→ **Given records**

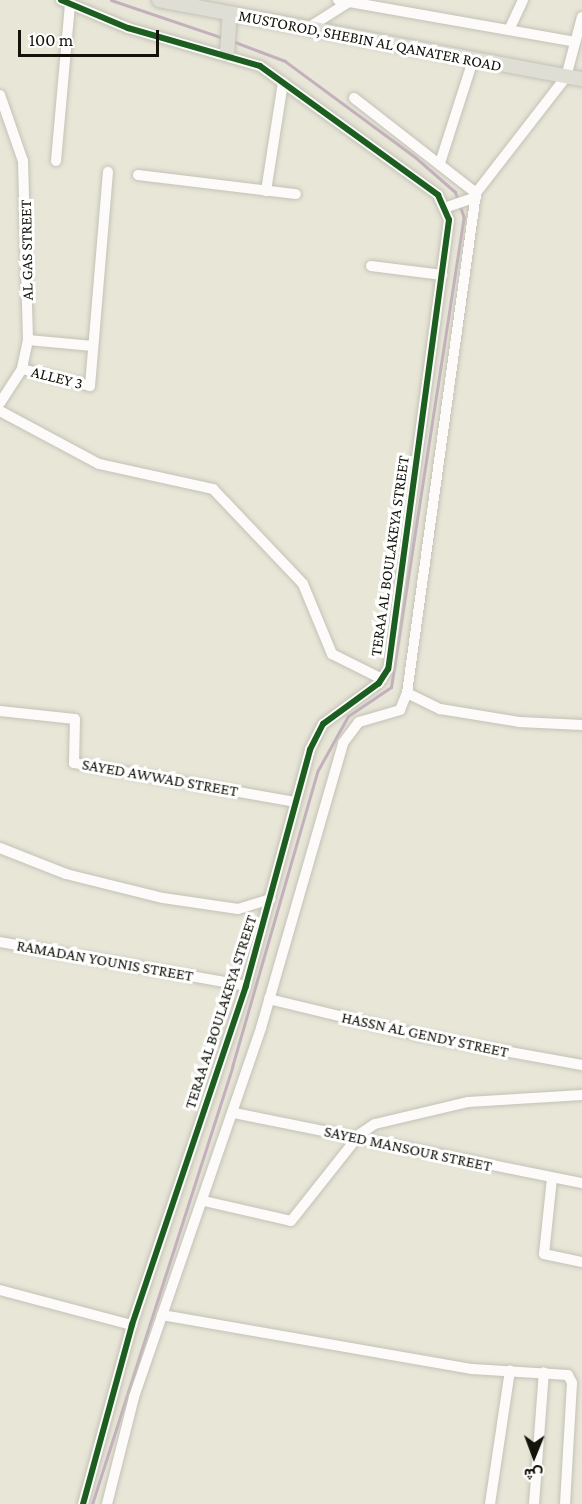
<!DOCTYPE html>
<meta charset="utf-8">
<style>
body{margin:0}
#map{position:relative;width:582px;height:1504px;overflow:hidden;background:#e8e6d7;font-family:"Crimson Pro",Vazirmatn,serif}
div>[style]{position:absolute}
.stream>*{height:3px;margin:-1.5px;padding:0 1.5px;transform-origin:1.5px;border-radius:1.5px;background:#c3b0bd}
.roads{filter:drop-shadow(0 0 2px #c3c2b7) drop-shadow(0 0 2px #c3c2b7)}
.minor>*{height:10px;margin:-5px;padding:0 5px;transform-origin:5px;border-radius:5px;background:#fcfbf9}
.major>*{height:14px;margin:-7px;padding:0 7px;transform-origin:7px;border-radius:7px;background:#dfded5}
.cycleway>*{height:6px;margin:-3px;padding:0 3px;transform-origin:3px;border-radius:3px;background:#1b5e20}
span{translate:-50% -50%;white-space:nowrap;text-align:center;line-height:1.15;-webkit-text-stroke:6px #fff;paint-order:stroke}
.street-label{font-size:16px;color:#131309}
.north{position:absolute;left:504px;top:1426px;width:60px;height:60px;-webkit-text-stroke:4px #fff;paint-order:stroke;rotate:181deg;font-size:16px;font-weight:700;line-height:24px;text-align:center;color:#131309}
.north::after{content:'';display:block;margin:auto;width:21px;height:27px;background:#131309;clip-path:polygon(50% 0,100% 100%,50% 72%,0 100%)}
.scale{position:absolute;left:18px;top:30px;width:141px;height:27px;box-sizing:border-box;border:3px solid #131309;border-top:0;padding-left:8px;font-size:18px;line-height:21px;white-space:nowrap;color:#131309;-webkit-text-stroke:4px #fff;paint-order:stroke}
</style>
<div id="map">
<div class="stream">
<i style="left:111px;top:0;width:118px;rotate:18.7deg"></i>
<i style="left:92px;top:1504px;width:459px;rotate:-72.2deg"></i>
<i style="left:232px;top:1067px;width:309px;rotate:-73.9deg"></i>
<i style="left:318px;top:770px;width:62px;rotate:-60.9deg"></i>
<i style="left:348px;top:716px;width:52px;rotate:-34deg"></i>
<i style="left:391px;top:687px;width:475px;rotate:-81.2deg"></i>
<i style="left:464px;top:218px;width:28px;rotate:-109deg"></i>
<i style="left:455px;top:192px;width:53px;rotate:-138.8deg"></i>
<i style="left:415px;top:157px;width:162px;rotate:-143.6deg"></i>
<i style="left:285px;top:61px;width:57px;rotate:-159.3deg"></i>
</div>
<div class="roads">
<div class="minor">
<i style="left:61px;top:0;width:73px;rotate:22.7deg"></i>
<i style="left:128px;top:28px;width:137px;rotate:16.1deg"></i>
<i style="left:260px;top:66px;width:220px;rotate:35.9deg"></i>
<i style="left:438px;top:195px;width:27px;rotate:66deg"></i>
<i style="left:449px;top:220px;width:453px;rotate:97.7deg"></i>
<i style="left:388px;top:669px;width:17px;rotate:123deg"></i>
<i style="left:379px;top:683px;width:69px;rotate:143.8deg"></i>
<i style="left:323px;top:724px;width:29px;rotate:117deg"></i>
<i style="left:310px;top:750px;width:245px;rotate:105.2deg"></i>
<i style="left:246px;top:986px;width:358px;rotate:108.6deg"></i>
<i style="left:132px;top:1325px;width:186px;rotate:105.3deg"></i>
<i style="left:338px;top:0;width:241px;rotate:10deg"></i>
<i style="left:308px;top:28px;width:52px;rotate:-32.5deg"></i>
<i style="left:509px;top:30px;width:33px;rotate:-65deg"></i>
<i style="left:0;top:95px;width:70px;rotate:70.8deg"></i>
<i style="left:23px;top:161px;width:179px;rotate:88.4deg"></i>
<i style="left:28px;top:340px;width:30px;rotate:102deg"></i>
<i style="left:22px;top:369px;width:40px;rotate:122.9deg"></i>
<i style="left:354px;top:98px;width:155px;rotate:37.9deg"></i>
<i style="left:56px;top:161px;width:158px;rotate:-84.9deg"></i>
<i style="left:440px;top:163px;width:108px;rotate:-72.2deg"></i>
<i style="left:138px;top:175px;width:159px;rotate:6.9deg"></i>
<i style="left:266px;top:191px;width:110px;rotate:-81.1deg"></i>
<i style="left:447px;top:207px;width:31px;rotate:-19deg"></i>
<i style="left:371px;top:266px;width:72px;rotate:7.2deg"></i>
<i style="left:28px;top:340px;width:65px;rotate:5.3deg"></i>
<i style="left:22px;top:369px;width:70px;rotate:14deg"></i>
<i style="left:90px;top:386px;width:215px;rotate:-85.2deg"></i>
<i style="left:0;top:411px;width:112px;rotate:28.2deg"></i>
<i style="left:99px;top:464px;width:117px;rotate:12.4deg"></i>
<i style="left:213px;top:489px;width:131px;rotate:46.5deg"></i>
<i style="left:303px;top:584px;width:76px;rotate:67.5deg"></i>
<i style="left:332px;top:654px;width:56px;rotate:26.6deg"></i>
<i style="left:407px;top:693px;width:37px;rotate:26deg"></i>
<i style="left:440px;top:709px;width:80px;rotate:9.3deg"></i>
<i style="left:519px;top:722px;width:63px;rotate:2.7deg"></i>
<i style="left:0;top:711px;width:75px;rotate:6.1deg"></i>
<i style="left:75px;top:719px;width:44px;rotate:91.3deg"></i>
<i style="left:74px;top:763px;width:225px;rotate:10deg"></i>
<i style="left:0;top:848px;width:71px;rotate:21.5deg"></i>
<i style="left:66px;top:874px;width:100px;rotate:13.9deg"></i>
<i style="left:163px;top:898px;width:76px;rotate:8.3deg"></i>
<i style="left:238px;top:909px;width:34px;rotate:-17deg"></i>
<i style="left:0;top:942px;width:250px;rotate:10.1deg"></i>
<i style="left:269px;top:999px;width:157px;rotate:13.6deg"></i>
<i style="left:422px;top:1036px;width:163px;rotate:10.3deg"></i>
<i style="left:234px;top:1113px;width:355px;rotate:11.4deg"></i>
<i style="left:552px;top:1178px;width:76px;rotate:96deg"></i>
<i style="left:544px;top:1254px;width:39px;rotate:12deg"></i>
<i style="left:204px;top:1201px;width:89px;rotate:12.9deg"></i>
<i style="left:291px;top:1221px;width:111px;rotate:-51.6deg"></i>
<i style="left:360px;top:1134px;width:18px;rotate:-34deg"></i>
<i style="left:375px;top:1124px;width:96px;rotate:-13.3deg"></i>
<i style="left:468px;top:1102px;width:114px;rotate:-3.5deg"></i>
<i style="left:0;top:1290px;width:137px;rotate:14.9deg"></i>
<i style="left:162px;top:1315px;width:315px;rotate:9.9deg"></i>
<i style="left:472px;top:1369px;width:96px;rotate:3.6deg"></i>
<i style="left:568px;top:1375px;width:9px;rotate:63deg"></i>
<i style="left:572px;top:1383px;width:121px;rotate:93.3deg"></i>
<i style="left:107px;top:1504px;width:110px;rotate:-75.8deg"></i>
<i style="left:134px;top:1397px;width:390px;rotate:-71deg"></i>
<i style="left:261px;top:1028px;width:297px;rotate:-73.9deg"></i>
<i style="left:343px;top:743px;width:26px;rotate:-53deg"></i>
<i style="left:359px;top:722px;width:43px;rotate:-16.3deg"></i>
<i style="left:400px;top:710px;width:18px;rotate:-68deg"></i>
<i style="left:407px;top:693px;width:505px;rotate:-82.14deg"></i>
<i style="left:476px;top:193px;width:147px;rotate:-52.2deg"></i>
<i style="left:566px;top:77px;width:62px;rotate:-75.1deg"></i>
<i style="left:490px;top:1504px;width:135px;rotate:-81.5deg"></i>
<i style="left:534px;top:1504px;width:132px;rotate:-85.7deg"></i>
</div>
<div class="major">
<i style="left:159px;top:0;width:430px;rotate:10.6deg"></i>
<i style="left:227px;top:54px;width:39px;rotate:-86deg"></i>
</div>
</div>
<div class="cycleway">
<i style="left:61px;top:0;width:73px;rotate:22.7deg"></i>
<i style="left:128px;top:28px;width:137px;rotate:16.1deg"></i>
<i style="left:260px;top:66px;width:220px;rotate:35.9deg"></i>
<i style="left:438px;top:195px;width:27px;rotate:66deg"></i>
<i style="left:449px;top:220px;width:453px;rotate:97.7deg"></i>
<i style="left:388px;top:669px;width:17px;rotate:123deg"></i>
<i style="left:379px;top:683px;width:69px;rotate:143.8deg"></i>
<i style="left:323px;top:724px;width:29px;rotate:117deg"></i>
<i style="left:310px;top:750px;width:245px;rotate:105.2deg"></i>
<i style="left:246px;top:986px;width:358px;rotate:108.6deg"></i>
<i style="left:132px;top:1325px;width:186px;rotate:105.3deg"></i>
</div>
<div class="street-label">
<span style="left:370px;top:41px;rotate:11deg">MUSTOROD, SHEBIN AL QANATER ROAD</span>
<span style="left:27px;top:250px;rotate:-91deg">AL GAS STREET</span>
<span style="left:57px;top:378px;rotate:14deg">ALLEY 3</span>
<span style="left:390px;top:556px;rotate:-82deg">TERAA AL BOULAKEYA STREET</span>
<span style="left:160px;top:778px;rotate:10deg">SAYED AWWAD STREET</span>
<span style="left:105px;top:961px;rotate:10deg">RAMADAN YOUNIS STREET</span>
<span style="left:221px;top:1012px;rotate:-72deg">TERAA AL BOULAKEYA STREET</span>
<span style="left:425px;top:1035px;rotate:12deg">HASSN AL GENDY STREET</span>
<span style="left:408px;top:1149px;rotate:12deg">SAYED MANSOUR STREET</span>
</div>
<div class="north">ش</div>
<div class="scale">100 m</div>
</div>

→ **Task to carry out**
Write out the lines of the entries above exactly, beginning with the first and ending with the line that contains "2px #c3c2b7) drop-shadow(0". No picture goes in.

→ **Solution for this problem**
<!DOCTYPE html>
<meta charset="utf-8">
<style>
body{margin:0}
#map{position:relative;width:582px;height:1504px;overflow:hidden;background:#e8e6d7;font-family:"Crimson Pro",Vazirmatn,serif}
div>[style]{position:absolute}
.stream>*{height:3px;margin:-1.5px;padding:0 1.5px;transform-origin:1.5px;border-radius:1.5px;background:#c3b0bd}
.roads{filter:drop-shadow(0 0 2px #c3c2b7) drop-shadow(0 0 2px #c3c2b7)}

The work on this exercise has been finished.